Instructions for the task: State only the count of lines in the listing below that hold "Acosta".

Record extracts:
----

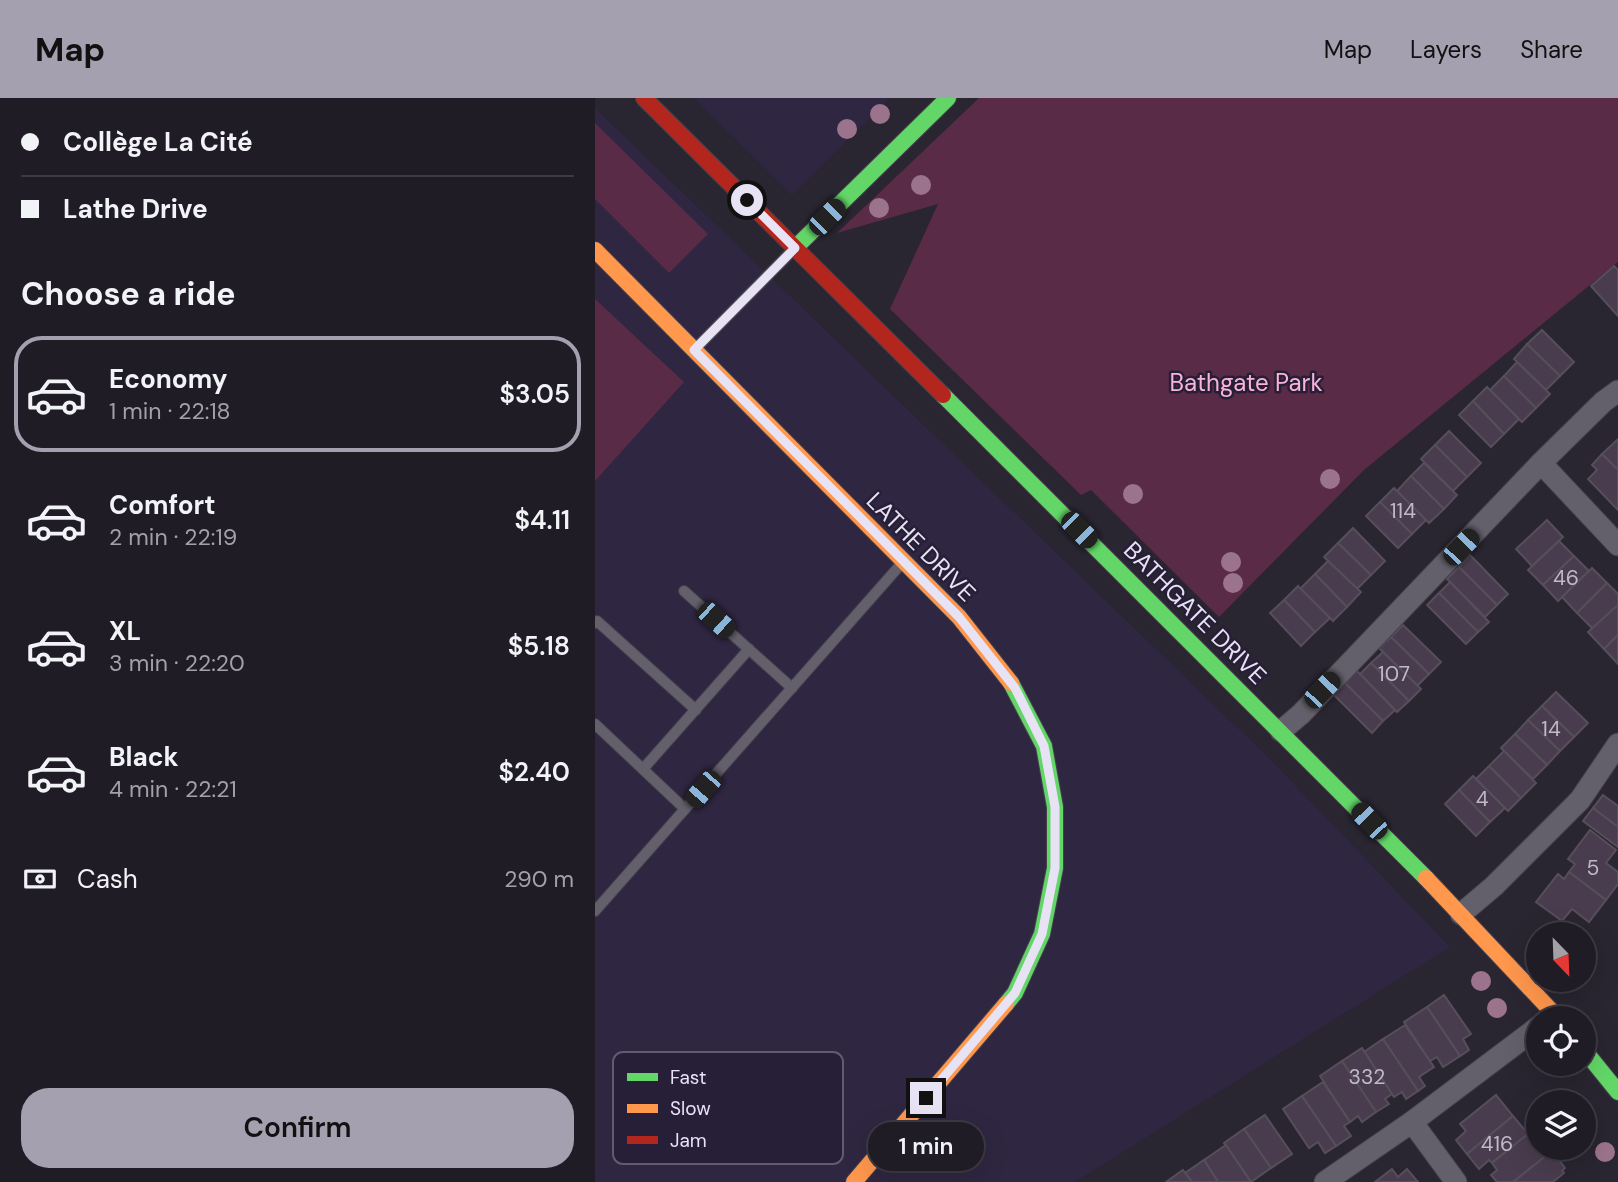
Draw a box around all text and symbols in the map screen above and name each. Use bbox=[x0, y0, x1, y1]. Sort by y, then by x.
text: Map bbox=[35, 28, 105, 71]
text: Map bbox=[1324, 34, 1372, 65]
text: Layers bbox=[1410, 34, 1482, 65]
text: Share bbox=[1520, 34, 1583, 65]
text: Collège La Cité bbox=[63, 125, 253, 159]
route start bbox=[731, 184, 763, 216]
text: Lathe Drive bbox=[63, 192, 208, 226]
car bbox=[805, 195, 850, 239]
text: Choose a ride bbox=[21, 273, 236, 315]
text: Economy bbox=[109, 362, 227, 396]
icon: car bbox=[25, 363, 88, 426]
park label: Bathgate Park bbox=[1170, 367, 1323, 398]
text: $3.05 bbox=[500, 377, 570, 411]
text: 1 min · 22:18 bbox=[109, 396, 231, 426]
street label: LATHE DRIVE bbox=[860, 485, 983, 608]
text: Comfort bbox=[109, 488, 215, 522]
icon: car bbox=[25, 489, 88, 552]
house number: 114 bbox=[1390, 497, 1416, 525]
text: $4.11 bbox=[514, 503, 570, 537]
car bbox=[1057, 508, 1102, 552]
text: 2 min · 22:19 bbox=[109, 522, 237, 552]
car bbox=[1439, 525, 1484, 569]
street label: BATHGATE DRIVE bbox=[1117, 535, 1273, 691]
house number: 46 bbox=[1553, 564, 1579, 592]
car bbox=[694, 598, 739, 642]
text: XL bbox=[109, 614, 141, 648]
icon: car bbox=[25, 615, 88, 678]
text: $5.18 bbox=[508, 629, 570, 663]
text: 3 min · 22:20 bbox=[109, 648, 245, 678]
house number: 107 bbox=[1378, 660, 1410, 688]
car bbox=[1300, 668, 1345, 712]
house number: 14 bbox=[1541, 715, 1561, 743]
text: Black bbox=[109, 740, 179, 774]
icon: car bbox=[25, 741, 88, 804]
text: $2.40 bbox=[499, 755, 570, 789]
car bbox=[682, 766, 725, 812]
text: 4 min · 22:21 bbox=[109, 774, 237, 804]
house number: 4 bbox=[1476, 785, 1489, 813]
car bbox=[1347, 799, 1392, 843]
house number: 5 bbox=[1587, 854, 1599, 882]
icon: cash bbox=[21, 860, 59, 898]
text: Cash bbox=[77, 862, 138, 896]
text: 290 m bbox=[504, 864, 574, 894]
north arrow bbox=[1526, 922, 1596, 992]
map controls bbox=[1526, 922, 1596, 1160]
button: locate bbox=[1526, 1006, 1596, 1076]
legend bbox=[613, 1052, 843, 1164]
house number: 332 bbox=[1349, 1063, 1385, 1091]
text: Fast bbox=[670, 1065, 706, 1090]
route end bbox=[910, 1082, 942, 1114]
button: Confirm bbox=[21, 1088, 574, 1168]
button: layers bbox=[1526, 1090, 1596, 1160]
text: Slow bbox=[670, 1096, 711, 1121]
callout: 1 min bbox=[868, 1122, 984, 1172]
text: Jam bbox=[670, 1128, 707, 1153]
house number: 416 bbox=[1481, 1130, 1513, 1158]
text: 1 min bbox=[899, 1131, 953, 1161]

----

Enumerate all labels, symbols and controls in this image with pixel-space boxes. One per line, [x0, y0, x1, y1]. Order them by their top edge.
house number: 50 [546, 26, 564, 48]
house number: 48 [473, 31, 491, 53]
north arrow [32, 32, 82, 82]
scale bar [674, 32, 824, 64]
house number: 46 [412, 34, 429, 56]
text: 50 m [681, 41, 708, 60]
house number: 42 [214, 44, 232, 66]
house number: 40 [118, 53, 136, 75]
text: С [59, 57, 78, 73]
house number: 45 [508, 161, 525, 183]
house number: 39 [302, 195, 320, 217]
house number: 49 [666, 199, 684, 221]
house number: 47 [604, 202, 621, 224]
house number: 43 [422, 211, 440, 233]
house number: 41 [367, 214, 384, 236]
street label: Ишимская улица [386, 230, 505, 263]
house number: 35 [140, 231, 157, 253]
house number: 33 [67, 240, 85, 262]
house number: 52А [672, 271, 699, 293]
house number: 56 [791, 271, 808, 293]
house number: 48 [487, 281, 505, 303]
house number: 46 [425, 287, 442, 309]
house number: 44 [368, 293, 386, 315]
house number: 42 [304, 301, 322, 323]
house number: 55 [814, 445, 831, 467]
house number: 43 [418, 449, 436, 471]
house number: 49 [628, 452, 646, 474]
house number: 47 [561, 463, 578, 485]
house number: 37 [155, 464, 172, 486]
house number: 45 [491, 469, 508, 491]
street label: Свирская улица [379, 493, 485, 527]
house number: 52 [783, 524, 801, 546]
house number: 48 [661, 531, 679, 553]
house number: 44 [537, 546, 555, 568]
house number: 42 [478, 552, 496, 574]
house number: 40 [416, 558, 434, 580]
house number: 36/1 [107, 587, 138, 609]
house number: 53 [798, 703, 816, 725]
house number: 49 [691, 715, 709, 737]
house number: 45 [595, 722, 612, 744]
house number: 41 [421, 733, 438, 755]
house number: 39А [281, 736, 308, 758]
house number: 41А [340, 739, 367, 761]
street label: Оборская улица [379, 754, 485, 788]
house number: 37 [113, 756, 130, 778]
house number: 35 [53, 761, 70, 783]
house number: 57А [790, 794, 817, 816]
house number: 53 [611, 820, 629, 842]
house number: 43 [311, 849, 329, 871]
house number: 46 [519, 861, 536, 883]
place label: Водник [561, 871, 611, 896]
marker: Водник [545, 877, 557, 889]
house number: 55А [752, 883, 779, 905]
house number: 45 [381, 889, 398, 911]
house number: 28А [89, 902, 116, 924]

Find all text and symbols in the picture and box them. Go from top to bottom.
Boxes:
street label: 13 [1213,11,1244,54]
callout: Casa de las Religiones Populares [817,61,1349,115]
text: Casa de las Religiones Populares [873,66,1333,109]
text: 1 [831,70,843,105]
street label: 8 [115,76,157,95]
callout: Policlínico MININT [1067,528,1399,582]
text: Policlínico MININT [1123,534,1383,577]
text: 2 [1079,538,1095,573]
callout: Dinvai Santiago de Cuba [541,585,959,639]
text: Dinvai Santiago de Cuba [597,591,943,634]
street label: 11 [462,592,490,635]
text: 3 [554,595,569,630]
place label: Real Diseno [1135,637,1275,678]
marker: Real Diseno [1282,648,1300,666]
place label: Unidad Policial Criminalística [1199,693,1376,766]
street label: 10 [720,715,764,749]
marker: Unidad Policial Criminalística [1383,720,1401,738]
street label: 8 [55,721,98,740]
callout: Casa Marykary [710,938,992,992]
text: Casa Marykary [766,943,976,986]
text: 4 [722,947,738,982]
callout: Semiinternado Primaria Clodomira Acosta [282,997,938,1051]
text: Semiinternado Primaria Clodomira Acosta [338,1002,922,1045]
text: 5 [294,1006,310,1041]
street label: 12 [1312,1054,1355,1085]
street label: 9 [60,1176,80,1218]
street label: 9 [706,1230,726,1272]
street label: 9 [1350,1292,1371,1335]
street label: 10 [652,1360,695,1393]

----

Task result: 2